ABOUT THIS TASK ▸ The result should be the full listing copied exactly, with no pictures in it.

──────── INFORMATION PROVIDED ────────

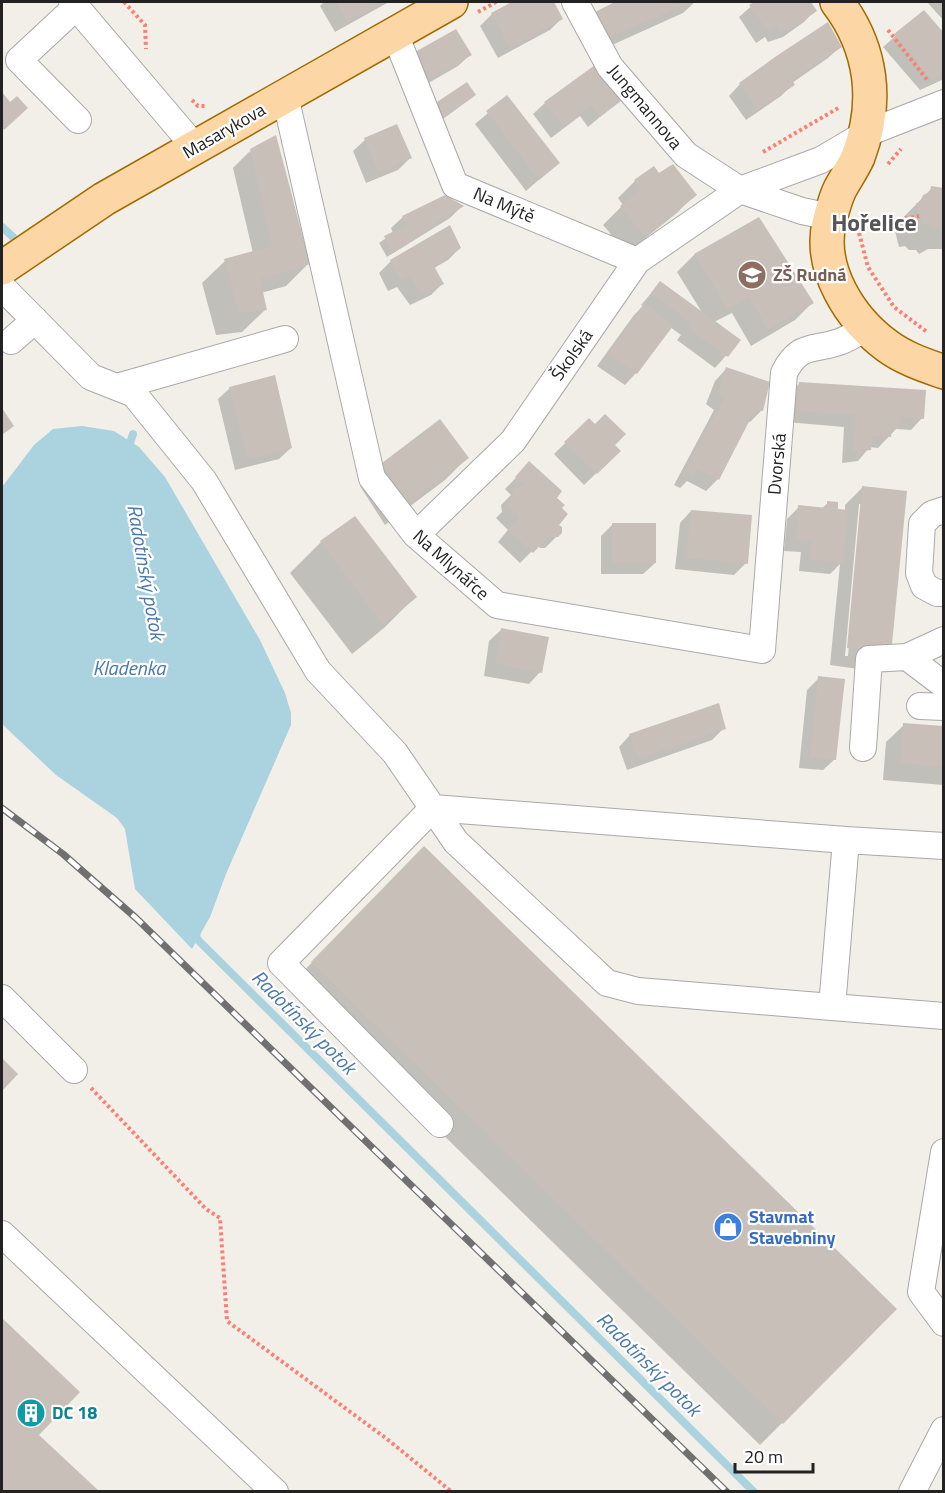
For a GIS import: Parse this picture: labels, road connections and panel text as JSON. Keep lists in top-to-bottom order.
{
  "streets": {
    "main road": ["Masarykova"],
    "street": [
      "Jungmannova",
      "Na Mýtě",
      "Školská",
      "Dvorská",
      "Na Mlynářce"
    ]
  },
  "crossings": [
    ["Jungmannova", "Školská"],
    ["Masarykova", "Na Mýtě"],
    ["Masarykova", "Na Mlynářce"],
    ["Na Mýtě", "Školská"],
    ["Školská", "Na Mlynářce"],
    ["Dvorská", "Na Mlynářce"]
  ],
  "districts": ["Hořelice"],
  "water": ["Radotínský potok", "Kladenka"],
  "places": {
    "school or university": ["ZŠ Rudná"],
    "shop": ["Stavmat Stavebniny"],
    "building": ["DC 18"]
  },
  "scale_bar": "20 m"
}
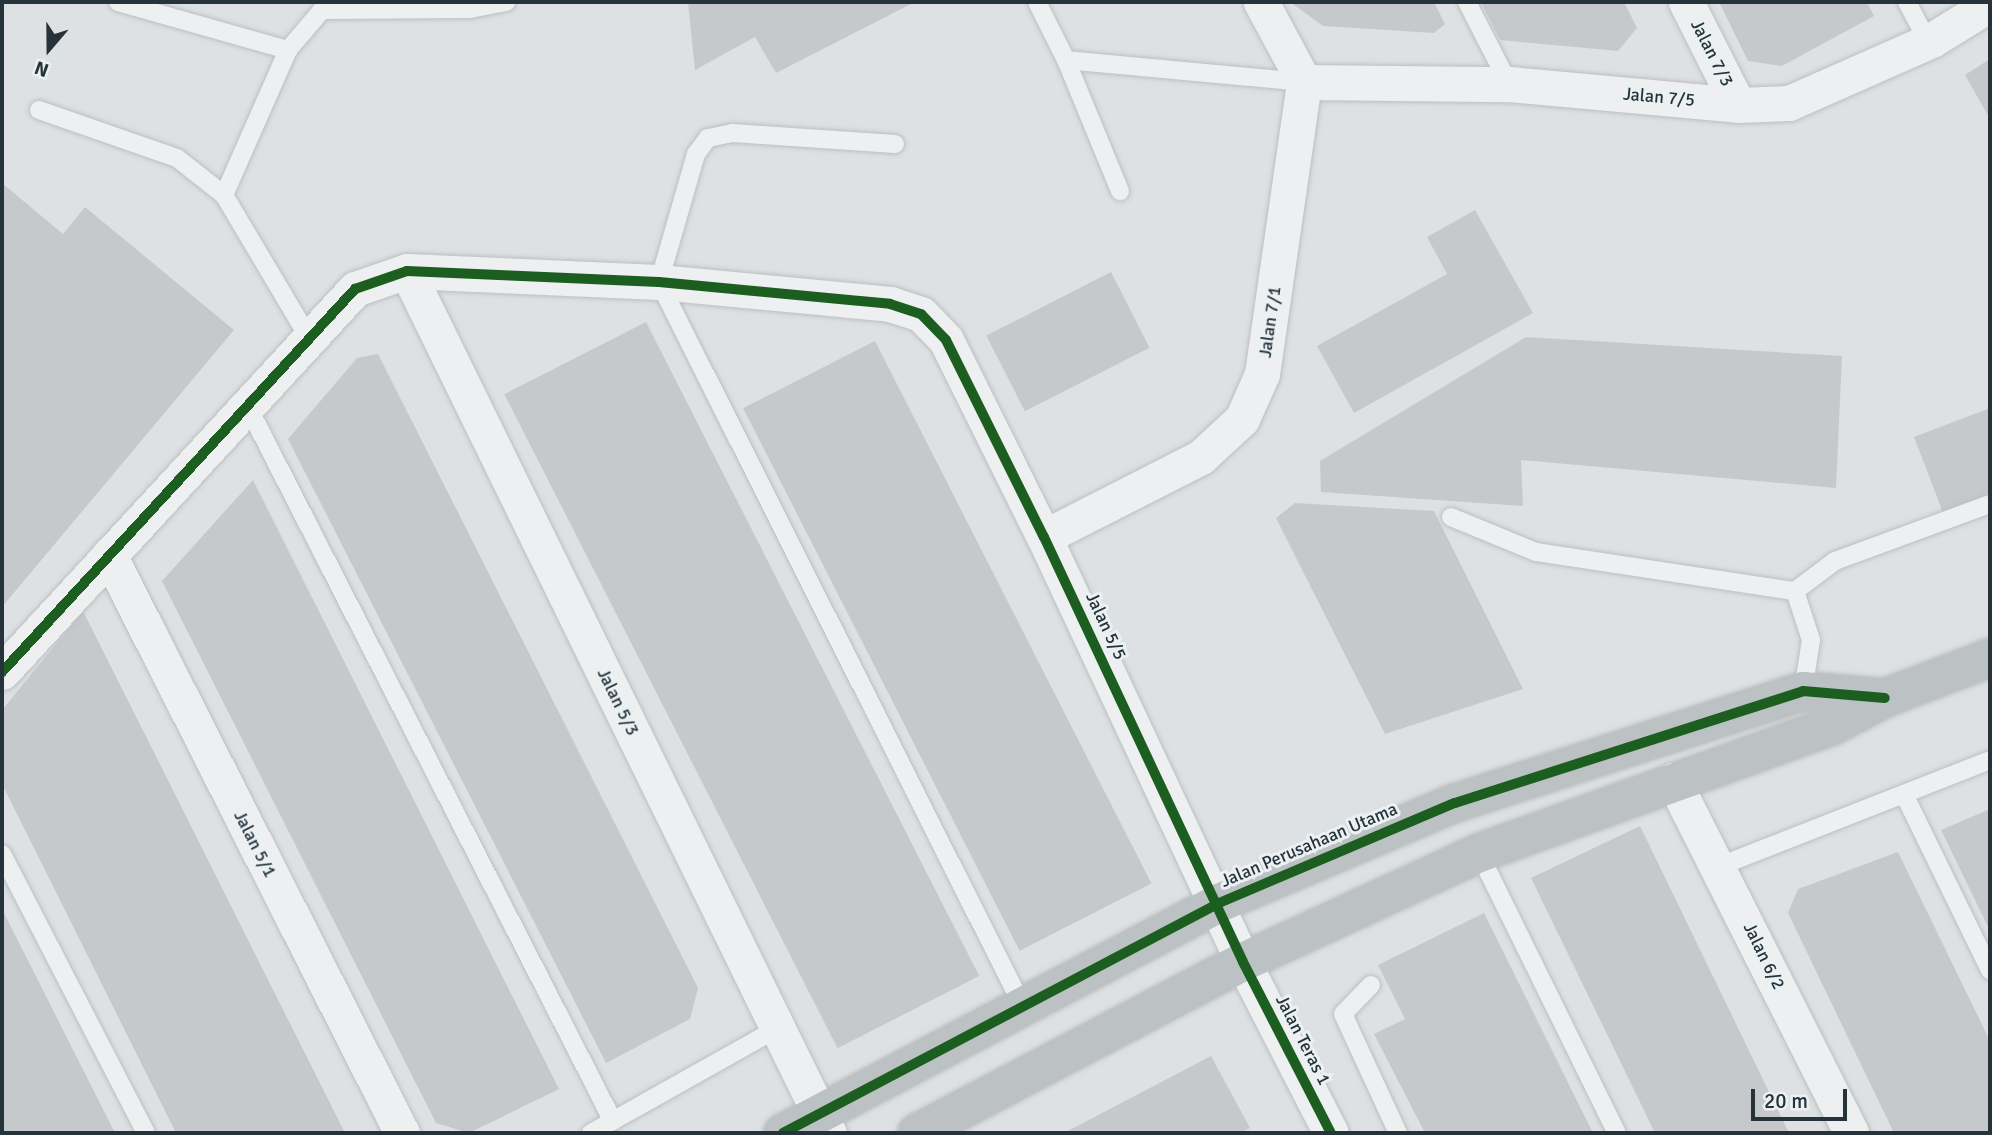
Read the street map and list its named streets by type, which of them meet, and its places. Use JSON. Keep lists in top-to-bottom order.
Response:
{
  "streets": {
    "street": [
      "Jalan 7/3",
      "Jalan 7/5",
      "Jalan 7/1",
      "Jalan 5/5",
      "Jalan 5/3",
      "Jalan 5/1",
      "Jalan Perusahaan Utama",
      "Jalan 6/2",
      "Jalan Teras 1"
    ]
  },
  "crossings": [
    ["Jalan 7/3", "Jalan 7/5"],
    ["Jalan 7/5", "Jalan 7/1"],
    ["Jalan 7/1", "Jalan 5/5"],
    ["Jalan 5/5", "Jalan Perusahaan Utama"],
    ["Jalan 5/5", "Jalan Teras 1"],
    ["Jalan 5/3", "Jalan Perusahaan Utama"],
    ["Jalan Perusahaan Utama", "Jalan 6/2"],
    ["Jalan Perusahaan Utama", "Jalan Teras 1"]
  ],
  "scale_bar": "20 m",
  "north": "bottom"
}
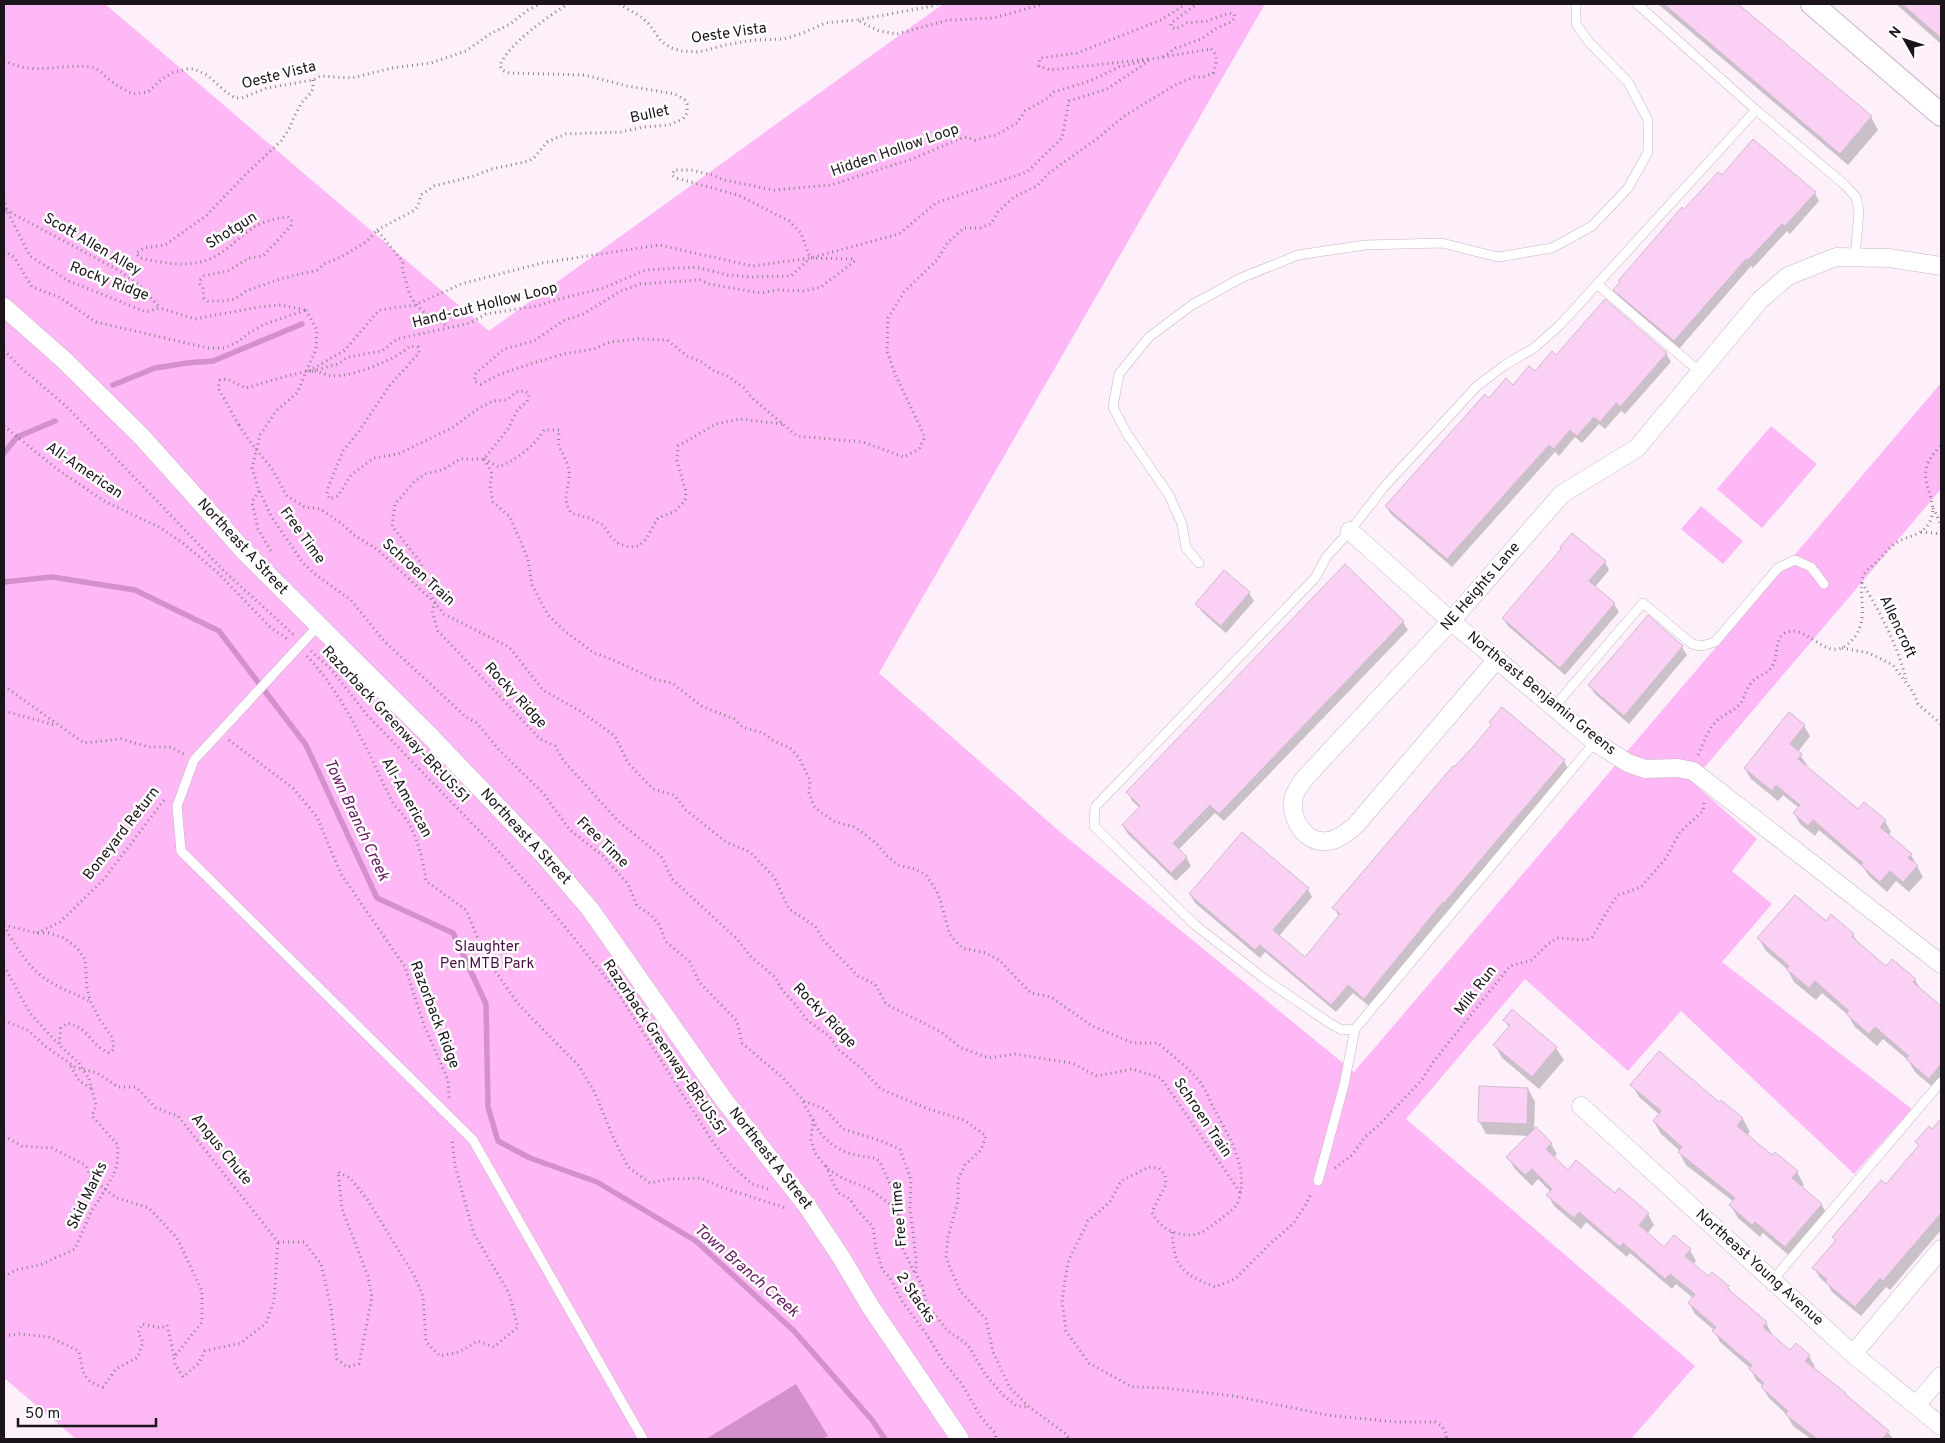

────────

ANSWER SPACE ▸
For a GIS import: Parse this picture: labels, road connections and panel text as JSON. Keep lists in top-to-bottom order.
{
  "streets": {
    "main road": ["Masarykova"],
    "street": [
      "Jungmannova",
      "Na Mýtě",
      "Školská",
      "Dvorská",
      "Na Mlynářce"
    ]
  },
  "crossings": [
    ["Jungmannova", "Školská"],
    ["Masarykova", "Na Mýtě"],
    ["Masarykova", "Na Mlynářce"],
    ["Na Mýtě", "Školská"],
    ["Školská", "Na Mlynářce"],
    ["Dvorská", "Na Mlynářce"]
  ],
  "districts": ["Hořelice"],
  "water": ["Radotínský potok", "Kladenka"],
  "places": {
    "school or university": ["ZŠ Rudná"],
    "shop": ["Stavmat Stavebniny"],
    "building": ["DC 18"]
  },
  "scale_bar": "20 m"
}
Read the street map and list its named streets by type, which of them meet, and its places. Use JSON. Keep lists in top-to-bottom order.
Response:
{
  "streets": {
    "street": [
      "Jalan 7/3",
      "Jalan 7/5",
      "Jalan 7/1",
      "Jalan 5/5",
      "Jalan 5/3",
      "Jalan 5/1",
      "Jalan Perusahaan Utama",
      "Jalan 6/2",
      "Jalan Teras 1"
    ]
  },
  "crossings": [
    ["Jalan 7/3", "Jalan 7/5"],
    ["Jalan 7/5", "Jalan 7/1"],
    ["Jalan 7/1", "Jalan 5/5"],
    ["Jalan 5/5", "Jalan Perusahaan Utama"],
    ["Jalan 5/5", "Jalan Teras 1"],
    ["Jalan 5/3", "Jalan Perusahaan Utama"],
    ["Jalan Perusahaan Utama", "Jalan 6/2"],
    ["Jalan Perusahaan Utama", "Jalan Teras 1"]
  ],
  "scale_bar": "20 m",
  "north": "bottom"
}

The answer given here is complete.